妊娠中のkisspeptin-10の低レベルは、子癇前症の高いリスクと重症度と関連している。キスペプチンを測定することで、リスクのある女性を早期に特定することができる。

  • キスペプチン-10は体外受精の成功を予測できるか?

キスペプチン-10の濃度が高いほど、胚の着床が良好であるという証拠がいくつかあるが、妊娠転帰の予測においてhCGほどの信頼性はない。日常的に使用できるようになるには、さらなる研究が必要である。

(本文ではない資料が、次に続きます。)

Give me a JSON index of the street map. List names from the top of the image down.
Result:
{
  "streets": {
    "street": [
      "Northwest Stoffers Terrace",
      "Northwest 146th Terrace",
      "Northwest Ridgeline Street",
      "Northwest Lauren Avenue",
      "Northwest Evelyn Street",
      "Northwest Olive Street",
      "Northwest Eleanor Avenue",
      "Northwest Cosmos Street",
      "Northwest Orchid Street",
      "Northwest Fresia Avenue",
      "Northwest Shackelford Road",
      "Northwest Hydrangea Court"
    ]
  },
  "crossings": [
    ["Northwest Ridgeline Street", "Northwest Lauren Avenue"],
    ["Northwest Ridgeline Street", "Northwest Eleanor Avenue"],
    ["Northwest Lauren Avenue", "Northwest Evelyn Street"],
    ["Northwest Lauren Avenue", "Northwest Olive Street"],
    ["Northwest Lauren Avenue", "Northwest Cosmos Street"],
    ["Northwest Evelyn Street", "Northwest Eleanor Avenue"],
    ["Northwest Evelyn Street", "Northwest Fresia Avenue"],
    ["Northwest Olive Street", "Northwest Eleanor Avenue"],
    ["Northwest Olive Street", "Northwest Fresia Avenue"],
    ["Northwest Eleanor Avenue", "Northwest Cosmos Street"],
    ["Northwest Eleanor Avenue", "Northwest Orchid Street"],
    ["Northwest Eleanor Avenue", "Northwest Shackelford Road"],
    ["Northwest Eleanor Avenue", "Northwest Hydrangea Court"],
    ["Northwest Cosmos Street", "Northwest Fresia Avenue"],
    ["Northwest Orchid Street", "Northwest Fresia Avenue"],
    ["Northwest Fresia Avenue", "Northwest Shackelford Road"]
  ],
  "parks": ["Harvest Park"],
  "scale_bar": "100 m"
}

  • Kisspeptin-10を薬として受け取ることはできますか?

現在、キスペプチン-10は市販薬として広く入手できるものではない。キスペプチン-10は主に研究現場や、生殖や内分泌の専門クリニックで使用されている。

免責事項

この記事は教育目的で書かれたものであり、議論中の物質についての認識を高めることを意図している。この記事は物質全般に関するものであり、特定の製品(化学試薬)に関する記述ではないことに留意することが重要です。私たちは、化学試薬をヒトに使用することを推奨していません-これは法律で禁止されています。製品を治療に使用するためには、医薬品として登録されなければなりません。本文に記載されている情報は、利用可能な科学的研究に基づくものであり、医学的アドバイスやセルフメディケーションの促進を意図したものではありません。読者は、すべての健康および治療に関する決定について、資格を有する医療専門家に相談すべきである。